▶ What the exercise asks
Go over the entries and report the lines where the word "strong" occurs.

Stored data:
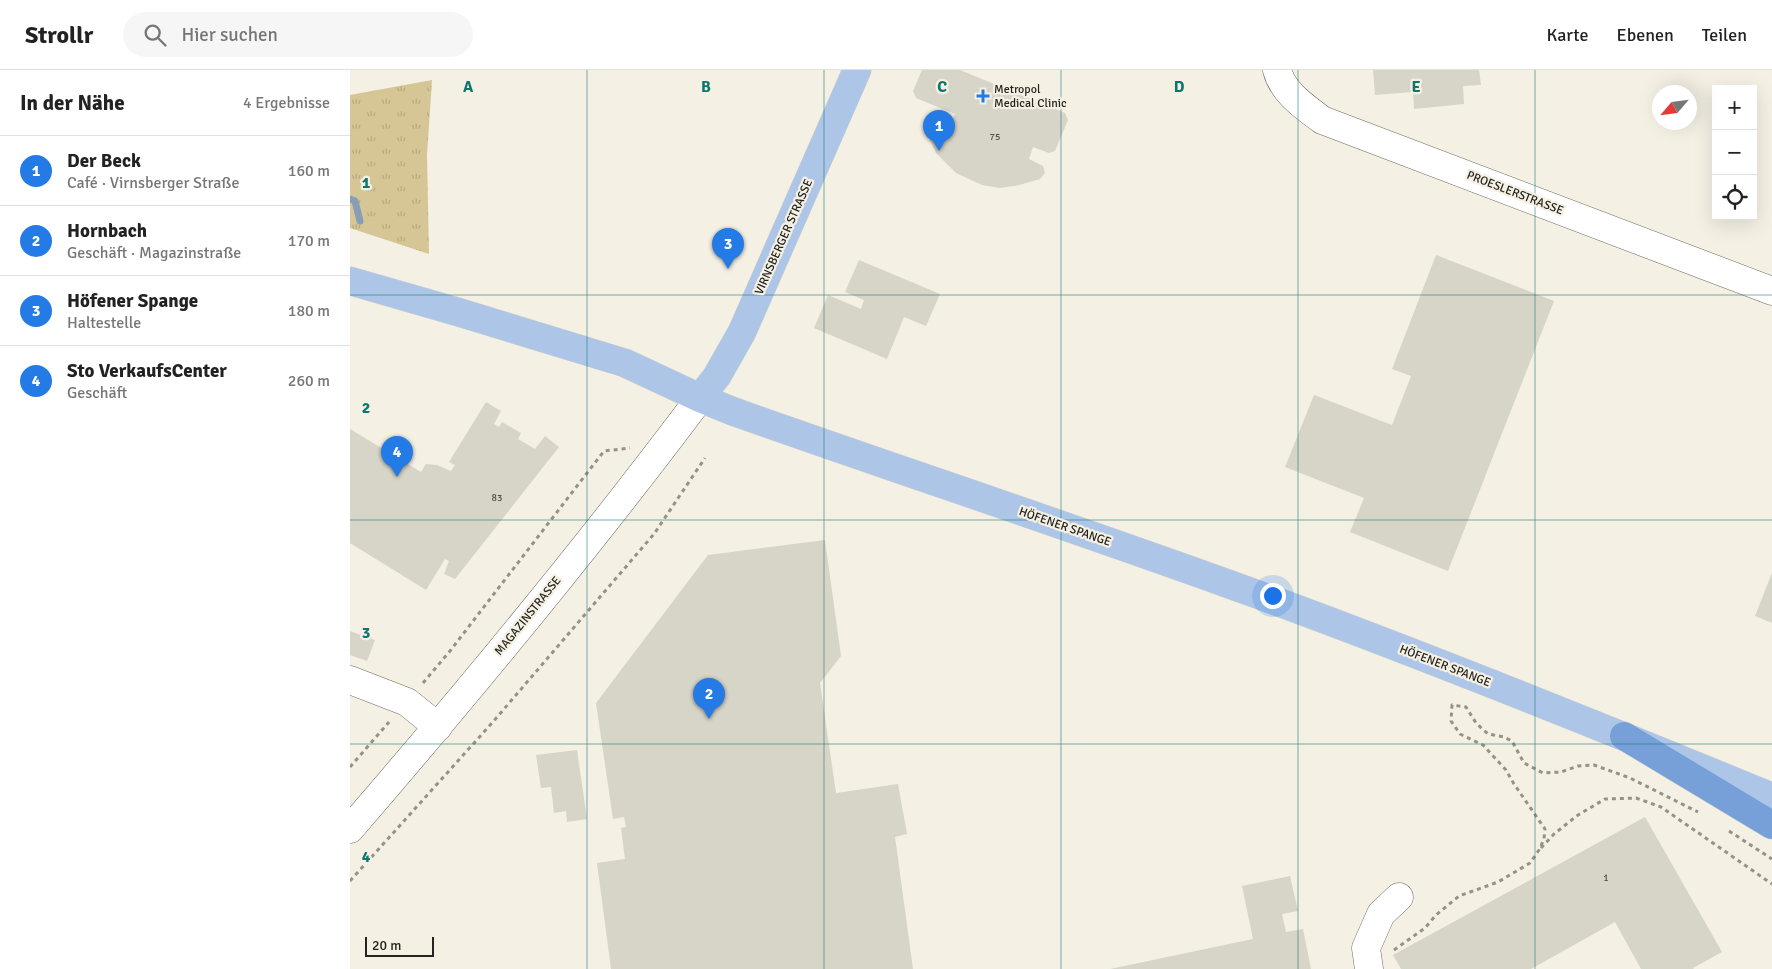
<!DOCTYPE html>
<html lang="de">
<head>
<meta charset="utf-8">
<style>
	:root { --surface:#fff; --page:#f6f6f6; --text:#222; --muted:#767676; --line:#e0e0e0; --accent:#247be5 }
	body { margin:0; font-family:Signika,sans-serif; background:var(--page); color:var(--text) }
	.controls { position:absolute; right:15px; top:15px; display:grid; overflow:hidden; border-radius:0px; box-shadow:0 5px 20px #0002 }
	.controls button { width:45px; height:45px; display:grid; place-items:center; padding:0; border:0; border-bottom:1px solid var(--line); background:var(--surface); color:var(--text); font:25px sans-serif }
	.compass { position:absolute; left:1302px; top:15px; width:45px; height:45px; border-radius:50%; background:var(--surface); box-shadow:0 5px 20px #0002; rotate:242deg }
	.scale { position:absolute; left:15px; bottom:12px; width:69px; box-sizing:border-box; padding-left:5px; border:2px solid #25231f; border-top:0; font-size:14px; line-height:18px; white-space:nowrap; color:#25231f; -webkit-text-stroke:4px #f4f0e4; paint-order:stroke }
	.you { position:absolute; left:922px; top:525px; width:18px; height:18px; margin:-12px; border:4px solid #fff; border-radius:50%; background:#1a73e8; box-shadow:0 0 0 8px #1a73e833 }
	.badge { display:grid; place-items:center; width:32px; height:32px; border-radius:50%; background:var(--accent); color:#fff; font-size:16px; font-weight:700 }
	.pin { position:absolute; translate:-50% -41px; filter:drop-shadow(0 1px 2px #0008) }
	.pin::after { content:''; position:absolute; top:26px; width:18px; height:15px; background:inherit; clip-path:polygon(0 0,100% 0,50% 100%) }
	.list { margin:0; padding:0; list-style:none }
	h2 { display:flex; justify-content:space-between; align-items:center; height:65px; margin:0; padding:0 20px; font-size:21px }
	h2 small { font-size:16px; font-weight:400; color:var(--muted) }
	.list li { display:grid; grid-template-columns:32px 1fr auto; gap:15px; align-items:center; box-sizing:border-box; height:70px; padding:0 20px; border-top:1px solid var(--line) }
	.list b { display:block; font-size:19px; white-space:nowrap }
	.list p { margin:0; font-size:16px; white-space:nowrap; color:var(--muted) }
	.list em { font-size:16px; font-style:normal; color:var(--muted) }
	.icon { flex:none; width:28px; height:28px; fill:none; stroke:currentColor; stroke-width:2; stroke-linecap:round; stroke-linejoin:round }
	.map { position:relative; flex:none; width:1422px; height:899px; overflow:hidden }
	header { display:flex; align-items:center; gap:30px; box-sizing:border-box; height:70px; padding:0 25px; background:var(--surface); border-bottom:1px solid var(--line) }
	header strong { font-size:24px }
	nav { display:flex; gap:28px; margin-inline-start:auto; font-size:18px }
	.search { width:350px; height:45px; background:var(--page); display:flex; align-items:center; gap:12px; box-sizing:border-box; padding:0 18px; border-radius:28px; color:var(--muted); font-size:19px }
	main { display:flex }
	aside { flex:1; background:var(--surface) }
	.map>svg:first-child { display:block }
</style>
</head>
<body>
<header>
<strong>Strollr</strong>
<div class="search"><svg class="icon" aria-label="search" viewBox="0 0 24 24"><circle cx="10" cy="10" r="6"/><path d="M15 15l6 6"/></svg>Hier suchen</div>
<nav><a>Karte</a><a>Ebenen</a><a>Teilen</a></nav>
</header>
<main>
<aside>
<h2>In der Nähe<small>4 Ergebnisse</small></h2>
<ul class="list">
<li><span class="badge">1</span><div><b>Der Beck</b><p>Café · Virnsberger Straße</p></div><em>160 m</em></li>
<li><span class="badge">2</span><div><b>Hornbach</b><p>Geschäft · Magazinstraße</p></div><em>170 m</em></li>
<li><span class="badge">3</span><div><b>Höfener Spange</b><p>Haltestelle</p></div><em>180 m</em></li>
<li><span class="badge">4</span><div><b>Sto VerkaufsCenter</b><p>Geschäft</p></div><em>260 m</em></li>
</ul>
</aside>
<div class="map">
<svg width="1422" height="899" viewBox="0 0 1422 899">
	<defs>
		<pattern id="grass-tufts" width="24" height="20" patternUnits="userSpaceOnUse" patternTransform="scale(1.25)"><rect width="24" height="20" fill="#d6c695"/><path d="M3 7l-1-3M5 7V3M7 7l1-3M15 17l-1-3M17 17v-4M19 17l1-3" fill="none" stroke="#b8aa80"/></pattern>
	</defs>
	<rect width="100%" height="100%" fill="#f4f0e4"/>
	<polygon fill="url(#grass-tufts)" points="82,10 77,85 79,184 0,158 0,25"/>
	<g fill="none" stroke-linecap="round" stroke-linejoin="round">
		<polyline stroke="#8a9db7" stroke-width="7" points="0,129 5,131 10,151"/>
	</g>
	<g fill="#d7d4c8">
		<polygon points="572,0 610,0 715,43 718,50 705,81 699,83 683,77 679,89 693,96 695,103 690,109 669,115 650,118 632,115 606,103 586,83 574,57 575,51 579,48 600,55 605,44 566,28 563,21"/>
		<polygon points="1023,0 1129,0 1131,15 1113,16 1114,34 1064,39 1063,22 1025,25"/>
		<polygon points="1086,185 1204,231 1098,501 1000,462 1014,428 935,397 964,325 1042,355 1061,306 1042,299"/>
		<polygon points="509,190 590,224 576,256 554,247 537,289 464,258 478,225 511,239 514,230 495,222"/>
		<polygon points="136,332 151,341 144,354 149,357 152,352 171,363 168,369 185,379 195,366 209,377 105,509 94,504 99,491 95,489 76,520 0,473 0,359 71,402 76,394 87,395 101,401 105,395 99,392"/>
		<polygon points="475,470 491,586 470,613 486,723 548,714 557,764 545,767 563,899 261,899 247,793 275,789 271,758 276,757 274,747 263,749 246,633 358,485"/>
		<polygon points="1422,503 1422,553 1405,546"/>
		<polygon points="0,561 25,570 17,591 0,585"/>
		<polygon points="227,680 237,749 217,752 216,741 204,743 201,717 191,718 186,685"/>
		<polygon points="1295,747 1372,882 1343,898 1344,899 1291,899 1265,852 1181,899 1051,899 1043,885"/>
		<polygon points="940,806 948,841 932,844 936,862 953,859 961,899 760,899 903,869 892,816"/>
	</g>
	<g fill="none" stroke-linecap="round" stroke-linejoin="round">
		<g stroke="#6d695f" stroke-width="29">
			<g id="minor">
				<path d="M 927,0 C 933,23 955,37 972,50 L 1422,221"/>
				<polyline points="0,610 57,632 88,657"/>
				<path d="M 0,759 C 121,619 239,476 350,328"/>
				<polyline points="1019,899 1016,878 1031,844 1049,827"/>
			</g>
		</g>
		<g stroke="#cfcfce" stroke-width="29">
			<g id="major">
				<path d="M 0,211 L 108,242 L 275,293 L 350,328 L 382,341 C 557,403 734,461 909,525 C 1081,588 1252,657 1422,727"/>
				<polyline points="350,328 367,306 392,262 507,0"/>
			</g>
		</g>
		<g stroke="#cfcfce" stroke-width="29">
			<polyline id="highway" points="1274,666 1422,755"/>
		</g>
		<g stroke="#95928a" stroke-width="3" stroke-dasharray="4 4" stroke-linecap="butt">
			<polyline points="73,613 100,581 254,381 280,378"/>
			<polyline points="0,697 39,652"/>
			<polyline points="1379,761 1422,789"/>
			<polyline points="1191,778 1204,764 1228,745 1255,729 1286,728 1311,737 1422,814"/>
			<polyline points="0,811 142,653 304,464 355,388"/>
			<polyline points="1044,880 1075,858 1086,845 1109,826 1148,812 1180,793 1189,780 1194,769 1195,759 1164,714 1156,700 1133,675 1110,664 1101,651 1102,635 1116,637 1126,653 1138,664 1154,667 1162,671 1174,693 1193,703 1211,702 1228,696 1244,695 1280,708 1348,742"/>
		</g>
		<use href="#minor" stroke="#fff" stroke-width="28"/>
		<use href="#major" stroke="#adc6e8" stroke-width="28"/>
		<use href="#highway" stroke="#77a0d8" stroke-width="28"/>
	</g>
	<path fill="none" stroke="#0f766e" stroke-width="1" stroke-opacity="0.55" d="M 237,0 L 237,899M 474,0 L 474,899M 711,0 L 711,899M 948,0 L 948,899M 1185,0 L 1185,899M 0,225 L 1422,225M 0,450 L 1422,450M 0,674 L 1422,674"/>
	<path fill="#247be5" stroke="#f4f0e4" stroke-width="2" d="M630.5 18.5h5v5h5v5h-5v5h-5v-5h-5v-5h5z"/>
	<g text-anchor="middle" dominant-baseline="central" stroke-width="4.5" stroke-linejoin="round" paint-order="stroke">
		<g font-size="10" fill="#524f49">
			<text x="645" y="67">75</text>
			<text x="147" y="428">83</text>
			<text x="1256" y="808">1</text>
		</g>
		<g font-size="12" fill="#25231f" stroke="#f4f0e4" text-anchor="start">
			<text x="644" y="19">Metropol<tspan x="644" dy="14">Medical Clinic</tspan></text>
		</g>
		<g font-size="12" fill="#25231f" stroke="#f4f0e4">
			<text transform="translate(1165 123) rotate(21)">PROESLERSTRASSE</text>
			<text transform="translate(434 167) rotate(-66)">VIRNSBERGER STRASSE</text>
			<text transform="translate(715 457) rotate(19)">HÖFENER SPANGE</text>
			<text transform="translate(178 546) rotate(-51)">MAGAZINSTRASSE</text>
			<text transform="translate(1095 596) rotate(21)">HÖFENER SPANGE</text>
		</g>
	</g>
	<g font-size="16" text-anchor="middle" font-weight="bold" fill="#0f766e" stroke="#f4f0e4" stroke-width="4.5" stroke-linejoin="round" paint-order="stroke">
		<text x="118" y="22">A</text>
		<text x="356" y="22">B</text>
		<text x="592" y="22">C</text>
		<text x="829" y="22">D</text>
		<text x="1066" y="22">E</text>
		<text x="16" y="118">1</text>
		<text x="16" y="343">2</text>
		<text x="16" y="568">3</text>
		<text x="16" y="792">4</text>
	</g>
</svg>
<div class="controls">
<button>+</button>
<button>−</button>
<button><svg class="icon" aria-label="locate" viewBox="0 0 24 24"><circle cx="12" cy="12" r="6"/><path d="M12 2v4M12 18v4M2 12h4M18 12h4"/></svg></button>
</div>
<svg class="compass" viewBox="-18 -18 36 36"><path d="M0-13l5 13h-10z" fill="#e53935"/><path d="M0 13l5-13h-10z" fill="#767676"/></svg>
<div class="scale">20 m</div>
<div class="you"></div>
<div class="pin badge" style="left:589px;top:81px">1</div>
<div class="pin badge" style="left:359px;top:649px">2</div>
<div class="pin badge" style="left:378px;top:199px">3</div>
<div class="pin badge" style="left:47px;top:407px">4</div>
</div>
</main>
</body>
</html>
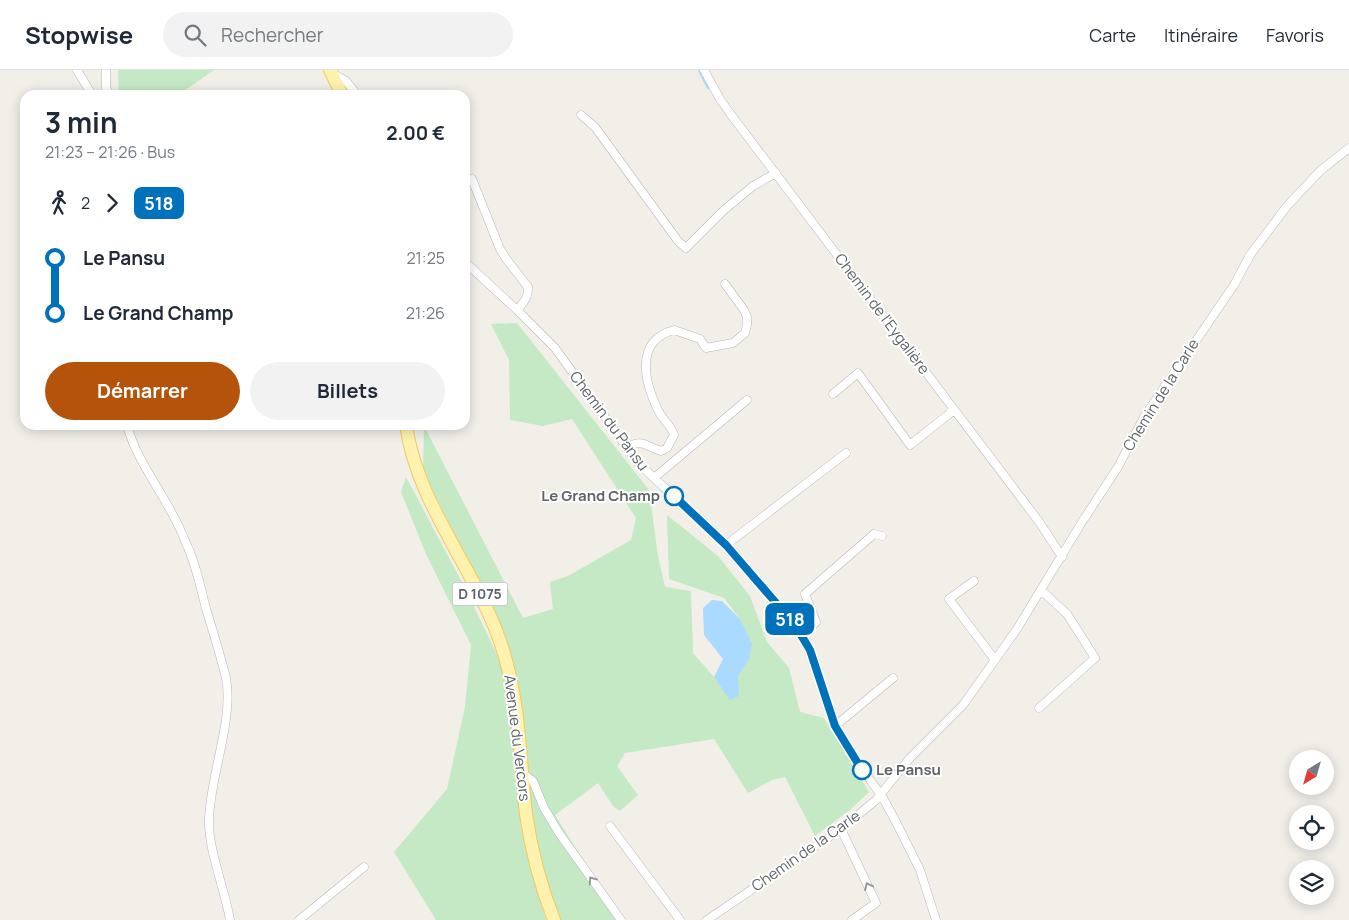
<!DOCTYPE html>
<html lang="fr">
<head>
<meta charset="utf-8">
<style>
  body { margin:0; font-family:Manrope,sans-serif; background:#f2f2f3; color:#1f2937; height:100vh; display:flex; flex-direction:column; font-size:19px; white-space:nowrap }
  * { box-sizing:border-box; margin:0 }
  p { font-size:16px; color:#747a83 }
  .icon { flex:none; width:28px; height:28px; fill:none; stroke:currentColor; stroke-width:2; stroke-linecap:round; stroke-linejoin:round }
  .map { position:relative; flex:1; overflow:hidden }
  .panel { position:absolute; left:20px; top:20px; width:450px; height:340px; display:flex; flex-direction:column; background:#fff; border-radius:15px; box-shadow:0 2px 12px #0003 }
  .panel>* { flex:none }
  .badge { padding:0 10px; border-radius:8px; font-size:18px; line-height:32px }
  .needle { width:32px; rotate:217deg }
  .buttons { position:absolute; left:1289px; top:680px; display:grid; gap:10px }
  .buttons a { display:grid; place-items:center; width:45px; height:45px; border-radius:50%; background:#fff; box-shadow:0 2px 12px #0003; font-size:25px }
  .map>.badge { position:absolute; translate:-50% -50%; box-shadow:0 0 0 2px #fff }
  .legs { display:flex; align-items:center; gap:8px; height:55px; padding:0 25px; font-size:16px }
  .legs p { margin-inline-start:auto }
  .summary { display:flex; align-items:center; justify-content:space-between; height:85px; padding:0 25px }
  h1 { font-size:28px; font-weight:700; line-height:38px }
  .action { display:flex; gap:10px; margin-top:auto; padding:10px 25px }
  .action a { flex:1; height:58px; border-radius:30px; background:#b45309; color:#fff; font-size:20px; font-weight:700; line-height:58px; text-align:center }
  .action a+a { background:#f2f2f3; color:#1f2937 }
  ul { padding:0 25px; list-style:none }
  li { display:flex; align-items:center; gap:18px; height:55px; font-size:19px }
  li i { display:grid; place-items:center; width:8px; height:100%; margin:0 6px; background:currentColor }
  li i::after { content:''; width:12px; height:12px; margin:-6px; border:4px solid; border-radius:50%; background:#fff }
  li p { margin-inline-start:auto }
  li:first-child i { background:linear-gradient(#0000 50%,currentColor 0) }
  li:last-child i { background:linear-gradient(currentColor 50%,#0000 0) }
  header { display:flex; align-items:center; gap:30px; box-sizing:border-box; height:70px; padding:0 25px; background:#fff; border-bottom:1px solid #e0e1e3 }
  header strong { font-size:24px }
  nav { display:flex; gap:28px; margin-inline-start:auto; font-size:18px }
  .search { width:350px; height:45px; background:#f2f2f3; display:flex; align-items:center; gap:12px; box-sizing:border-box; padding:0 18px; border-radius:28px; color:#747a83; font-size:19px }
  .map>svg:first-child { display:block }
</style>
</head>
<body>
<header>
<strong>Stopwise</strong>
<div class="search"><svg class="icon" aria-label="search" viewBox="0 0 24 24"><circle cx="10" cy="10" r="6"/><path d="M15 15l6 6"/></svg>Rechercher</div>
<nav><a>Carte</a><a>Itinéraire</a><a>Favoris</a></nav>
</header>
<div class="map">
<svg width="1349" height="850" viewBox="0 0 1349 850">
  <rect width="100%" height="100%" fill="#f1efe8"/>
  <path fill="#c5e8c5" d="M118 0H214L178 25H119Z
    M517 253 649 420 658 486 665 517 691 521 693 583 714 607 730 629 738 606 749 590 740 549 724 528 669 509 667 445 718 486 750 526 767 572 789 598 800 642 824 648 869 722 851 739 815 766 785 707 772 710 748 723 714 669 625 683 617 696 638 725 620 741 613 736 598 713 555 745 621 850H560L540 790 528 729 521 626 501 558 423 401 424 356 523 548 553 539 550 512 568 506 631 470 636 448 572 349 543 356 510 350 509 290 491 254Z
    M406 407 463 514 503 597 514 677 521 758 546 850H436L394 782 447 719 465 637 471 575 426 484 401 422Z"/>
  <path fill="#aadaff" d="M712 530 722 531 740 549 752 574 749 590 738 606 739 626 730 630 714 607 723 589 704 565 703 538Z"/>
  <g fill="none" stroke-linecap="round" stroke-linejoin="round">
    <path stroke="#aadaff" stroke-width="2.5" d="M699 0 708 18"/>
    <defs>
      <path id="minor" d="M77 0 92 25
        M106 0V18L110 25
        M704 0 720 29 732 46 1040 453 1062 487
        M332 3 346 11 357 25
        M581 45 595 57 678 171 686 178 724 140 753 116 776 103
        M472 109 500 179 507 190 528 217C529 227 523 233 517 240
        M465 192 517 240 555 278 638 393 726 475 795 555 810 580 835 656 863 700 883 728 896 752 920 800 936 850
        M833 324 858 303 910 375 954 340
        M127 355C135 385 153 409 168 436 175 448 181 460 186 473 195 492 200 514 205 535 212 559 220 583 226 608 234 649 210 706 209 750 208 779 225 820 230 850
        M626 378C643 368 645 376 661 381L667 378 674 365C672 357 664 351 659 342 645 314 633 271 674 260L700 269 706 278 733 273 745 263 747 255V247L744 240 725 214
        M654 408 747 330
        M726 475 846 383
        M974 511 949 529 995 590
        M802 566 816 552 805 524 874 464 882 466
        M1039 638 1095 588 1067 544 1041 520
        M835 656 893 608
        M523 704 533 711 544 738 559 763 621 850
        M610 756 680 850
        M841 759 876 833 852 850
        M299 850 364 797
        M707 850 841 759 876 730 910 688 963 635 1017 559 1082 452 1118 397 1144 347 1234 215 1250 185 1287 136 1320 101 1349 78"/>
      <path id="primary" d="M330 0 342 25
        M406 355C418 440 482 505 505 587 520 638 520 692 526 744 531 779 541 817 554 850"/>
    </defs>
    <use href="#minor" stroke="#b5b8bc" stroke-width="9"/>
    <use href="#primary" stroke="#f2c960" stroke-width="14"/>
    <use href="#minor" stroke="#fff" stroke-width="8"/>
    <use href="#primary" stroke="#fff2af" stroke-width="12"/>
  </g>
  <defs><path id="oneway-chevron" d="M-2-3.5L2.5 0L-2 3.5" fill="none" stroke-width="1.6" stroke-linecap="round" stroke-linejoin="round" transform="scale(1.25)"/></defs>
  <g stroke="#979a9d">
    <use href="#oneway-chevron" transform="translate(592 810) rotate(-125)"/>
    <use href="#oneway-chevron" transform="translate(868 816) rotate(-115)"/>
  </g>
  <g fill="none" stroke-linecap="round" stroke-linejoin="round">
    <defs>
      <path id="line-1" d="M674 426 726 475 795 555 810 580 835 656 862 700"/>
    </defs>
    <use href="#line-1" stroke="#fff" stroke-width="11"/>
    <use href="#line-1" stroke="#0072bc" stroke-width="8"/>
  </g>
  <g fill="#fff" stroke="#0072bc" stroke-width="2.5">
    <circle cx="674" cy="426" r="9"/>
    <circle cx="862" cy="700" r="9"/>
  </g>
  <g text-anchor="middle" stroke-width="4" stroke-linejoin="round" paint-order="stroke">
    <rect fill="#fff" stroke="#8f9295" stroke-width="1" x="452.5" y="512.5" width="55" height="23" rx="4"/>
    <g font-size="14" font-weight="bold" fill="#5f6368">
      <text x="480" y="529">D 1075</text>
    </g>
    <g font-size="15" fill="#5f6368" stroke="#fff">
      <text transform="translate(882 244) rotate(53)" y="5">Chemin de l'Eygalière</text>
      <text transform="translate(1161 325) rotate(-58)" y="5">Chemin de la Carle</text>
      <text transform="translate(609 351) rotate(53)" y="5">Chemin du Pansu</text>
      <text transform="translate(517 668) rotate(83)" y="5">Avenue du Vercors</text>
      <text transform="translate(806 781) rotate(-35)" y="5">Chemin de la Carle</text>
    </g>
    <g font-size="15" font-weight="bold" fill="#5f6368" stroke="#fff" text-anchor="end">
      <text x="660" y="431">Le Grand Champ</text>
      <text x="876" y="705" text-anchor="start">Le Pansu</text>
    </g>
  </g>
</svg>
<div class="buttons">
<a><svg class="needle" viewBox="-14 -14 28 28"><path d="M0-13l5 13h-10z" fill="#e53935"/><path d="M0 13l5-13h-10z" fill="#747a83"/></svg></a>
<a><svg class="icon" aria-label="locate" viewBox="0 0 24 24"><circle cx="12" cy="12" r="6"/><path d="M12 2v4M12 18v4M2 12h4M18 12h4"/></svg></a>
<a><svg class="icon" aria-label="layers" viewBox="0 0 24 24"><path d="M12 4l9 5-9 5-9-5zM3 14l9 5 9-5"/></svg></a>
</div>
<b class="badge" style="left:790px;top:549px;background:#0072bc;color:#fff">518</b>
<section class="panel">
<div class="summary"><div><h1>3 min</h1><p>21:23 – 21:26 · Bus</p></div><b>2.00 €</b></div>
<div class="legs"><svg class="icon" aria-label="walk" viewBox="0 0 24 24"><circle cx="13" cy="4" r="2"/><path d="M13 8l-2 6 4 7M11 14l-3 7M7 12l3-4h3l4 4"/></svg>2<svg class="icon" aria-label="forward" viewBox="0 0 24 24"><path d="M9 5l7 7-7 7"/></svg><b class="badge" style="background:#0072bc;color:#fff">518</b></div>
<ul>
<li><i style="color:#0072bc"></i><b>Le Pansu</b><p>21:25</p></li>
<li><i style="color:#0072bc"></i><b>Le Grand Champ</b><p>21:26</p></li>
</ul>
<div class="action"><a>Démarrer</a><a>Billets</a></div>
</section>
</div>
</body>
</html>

▶ Answer
	header strong { font-size:24px }
<strong>Strollr</strong>
  header strong { font-size:24px }
<strong>Stopwise</strong>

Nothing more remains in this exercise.